What happens to Medicare under that scenario? Some medical procedures, particularly for old people, can exceed that.
Current federal government revenues top out at $3 trillion. Dividing it by a rough population number of 300 million (and ignoring the fact that portion of it comes from corporate income tax, excise taxes, etc.), the revenues collected stand at $10,000 a year a citizen. Distributing $8,400 a year back requires rather deep cuts to every single entitlement program and then some (defense, USPS, air traffic controllers, national parks, etc.)
In a system with UBI, we'd really need to have universal healthcare ("Medicare for all"). Someone making only the basic income isn't going to have any money for sky-high Obamacare premiums, and would likely be on Medicaid. But that whole system is a complete mess, with a lot of people unable to afford Obamacare because their state didn't expand Medicaid enrollment. And now with one of the biggest insurance companies pulling out of the Obamacare exchanges, rates are going to skyrocket even more. There's only two solutions to this: 1) repeal Obamacare and change to a system where people who have no insurance are denied healthcare and are left outside the ER to die on the street, or 2) universal healthcare.
The way politics are going in this country, I predict we'll see #1 before we see #2.
It seems like we currently have 2 buckets:
- living money for people who, for whatever reason, have no source of income
- publicly funded medical insurance
It doesn't seem totally unreasonable to classify medical expenses separately from routine living expenses.
The amount of spending in the routine-living-expenses bucket is enough to pay about $350 per month to each of the country's 320M residents.
I think a good proposal is to instate that $350 universal half basic income, replacing social security and unemployment insurance, and then reduce the minimum wage to $0. Even with the rise of a robotic workforce, just about anyone should be able to find work that will pay the remaining 350 if they're allowed to work for little enough.
[1] https://www.nationalpriorities.org/budget-basics/federal-bud...
Edit / Afterthought: No one currently receiving social security or unemployment will support this proposal because they are all receiving way more than that.
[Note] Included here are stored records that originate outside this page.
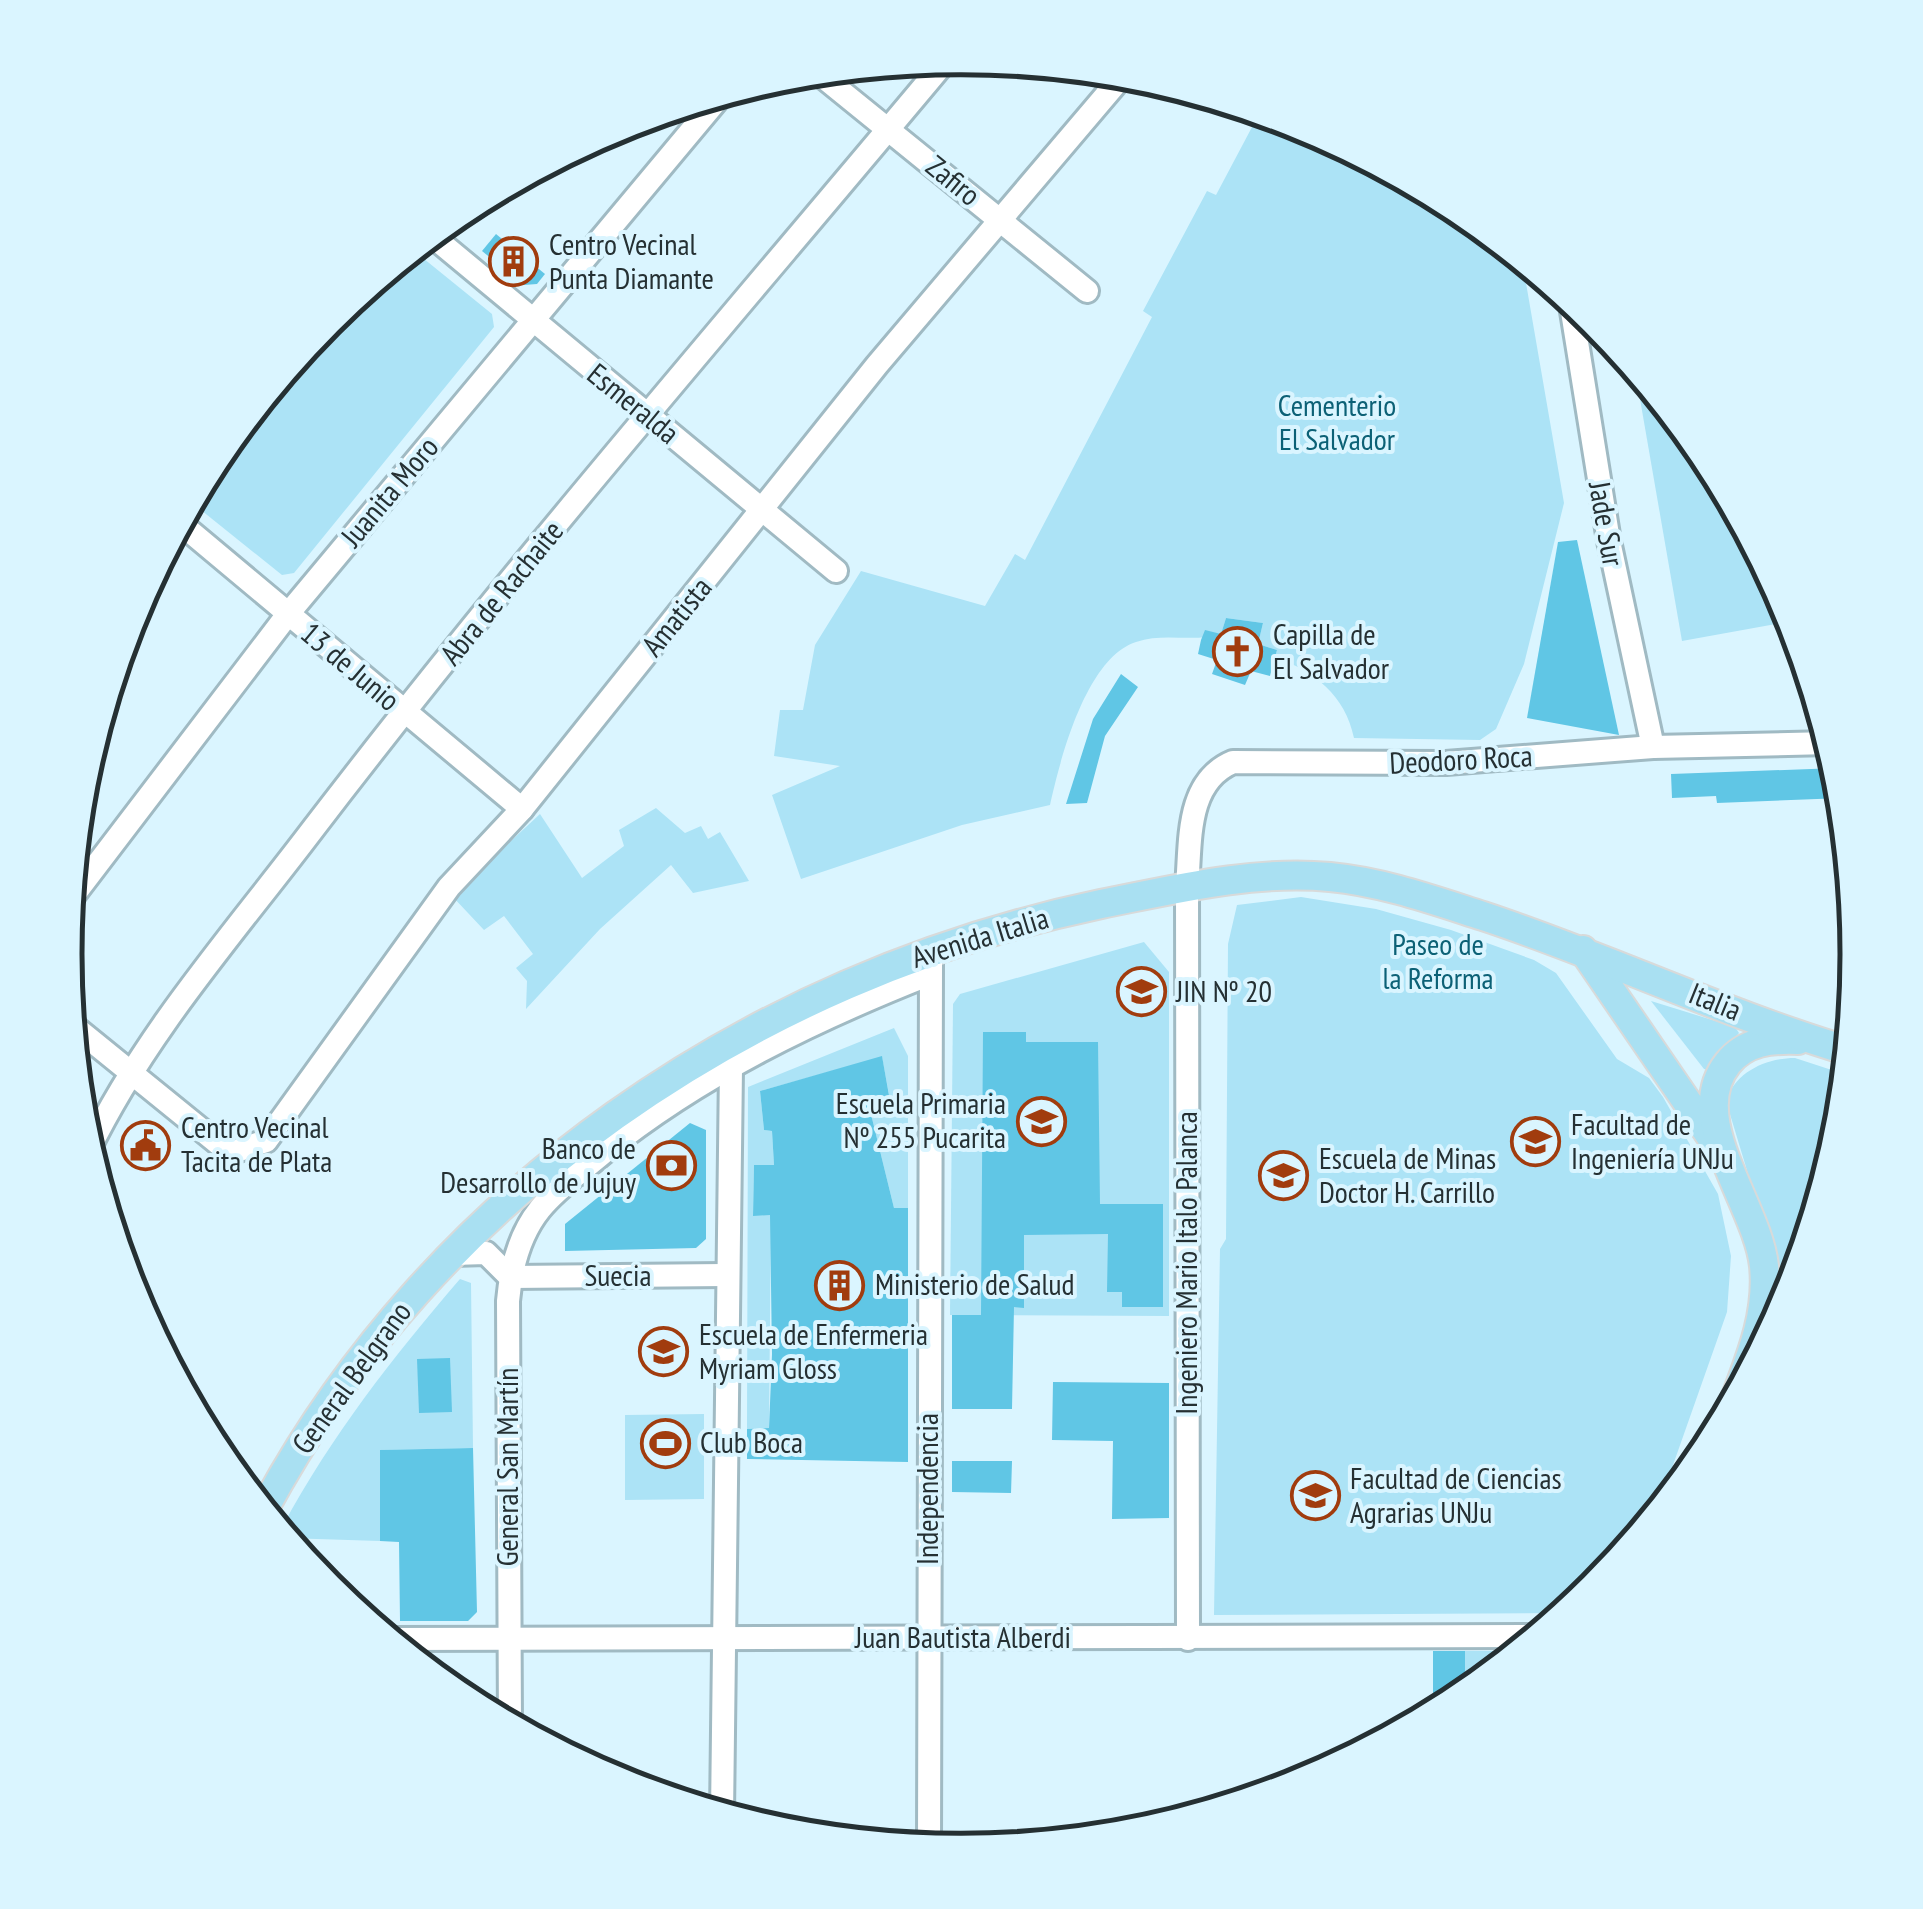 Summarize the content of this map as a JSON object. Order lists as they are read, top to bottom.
{
  "streets": {
    "main road": ["Avenida Italia", "Italia", "General Belgrano"],
    "street": [
      "Zafiro",
      "Esmeralda",
      "Juanita Moro",
      "Jade Sur",
      "Abra de Rachaite",
      "Amatista",
      "13 de Junio",
      "Deodoro Roca",
      "Ingeniero Mario Italo Palanca",
      "Suecia",
      "General San Martín",
      "Independencia",
      "Juan Bautista Alberdi"
    ]
  },
  "crossings": [
    ["Zafiro", "Abra de Rachaite"],
    ["Zafiro", "Amatista"],
    ["Esmeralda", "Juanita Moro"],
    ["Esmeralda", "Abra de Rachaite"],
    ["Esmeralda", "Amatista"],
    ["Juanita Moro", "13 de Junio"],
    ["Jade Sur", "Deodoro Roca"],
    ["Abra de Rachaite", "Amatista"],
    ["Abra de Rachaite", "13 de Junio"],
    ["Amatista", "13 de Junio"],
    ["Deodoro Roca", "Avenida Italia"],
    ["Deodoro Roca", "Ingeniero Mario Italo Palanca"],
    ["Avenida Italia", "Italia"],
    ["Avenida Italia", "Ingeniero Mario Italo Palanca"],
    ["Avenida Italia", "Suecia"],
    ["Avenida Italia", "General Belgrano"],
    ["Avenida Italia", "General San Martín"],
    ["Avenida Italia", "Independencia"],
    ["Ingeniero Mario Italo Palanca", "Juan Bautista Alberdi"],
    ["Suecia", "General San Martín"],
    ["General San Martín", "Juan Bautista Alberdi"],
    ["Independencia", "Juan Bautista Alberdi"]
  ],
  "parks": ["Cementerio El Salvador", "Paseo de la Reforma"],
  "places": {
    "building": ["Centro Vecinal Punta Diamante", "Ministerio de Salud"],
    "church": ["Capilla de El Salvador"],
    "school or university": [
      "JIN Nº 20",
      "Escuela Primaria Nº 255 Pucarita",
      "Facultad de Ingeniería UNJu",
      "Escuela de Minas Doctor H. Carrillo",
      "Escuela de Enfermeria Myriam Gloss",
      "Facultad de Ciencias Agrarias UNJu"
    ],
    "public building": ["Centro Vecinal Tacita de Plata"],
    "bank": ["Banco de Desarrollo de Jujuy"],
    "sports": ["Club Boca"]
  }
}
More than 700/month, and certainly more than they need to survive.
What would work, I think, might be a phase-out: for anyone who's getting less in SS payments than the UBI, just replace their SS with UBI. For everyone making more, they don't get a UBI, they just keep drawing SS. (Or, you could say they get UBI plus the difference between SS and UBI.) Then eliminate the SS portion of the FICA tax and stop everyone from paying into it going forward. Then there'll be some math involved in figuring out how much people who partially paid into it get, but the end effect is that SS will cost less and less money until finally everyone's aged out (to the point where the amount they'd draw is less than UBI so we can just cancel SS altogether). It'll cost a bit more in the short term to do it this way, but it's more fair to people who paid into the SS system and it won't get the AARP voting against you.
>Edit / Afterthought: No one currently receiving social security or unemployment will support this proposal because they are all receiving way more than that. More than 700/month, and certainly more than they need to survive.
Again, you'll have to phase it out. Unemployment is an insurance program that people have paid into, just like SS, so of course they expect it to be there if they need it. And it may (or may not, depends on the person and their income) pay more than they need to survive, but if they have a lot of expenses like a big mortgage then that's irrelevant. They've been forced to live in a society where having a job is basically required for survival unless you get on the dole (which prevents you from working, so it's a trap), so unemployment is something the society has created to mitigate risk.
But like SS, it could be phased out (and the taxation from that eliminated). It could probably be replaced with privately-run unemployment insurance though, but it wouldn't be as necessary with UBI.
But your $700/month sounds low to me. I know it's supposed to be a bare minimum, but even that seems too little to me to live on with today's rent prices. I do think the government has a responsibility to do something about that; rents have been driven up far too much by Wall Street, foreign investors, speculation, etc. UBI needs to be enough for someone to live on with roommates (and not more than 1 per bedroom at market rates), in an average cost-of-living area, plus reasonable grocery store bills and a bit extra to cover transportation costs. If it isn't enough for that, it won't work, and it needs to be jacked up until it is. If that means instituting a big tax on Wall Street, then so be it, since they're largely responsible for the cost of living being what it is.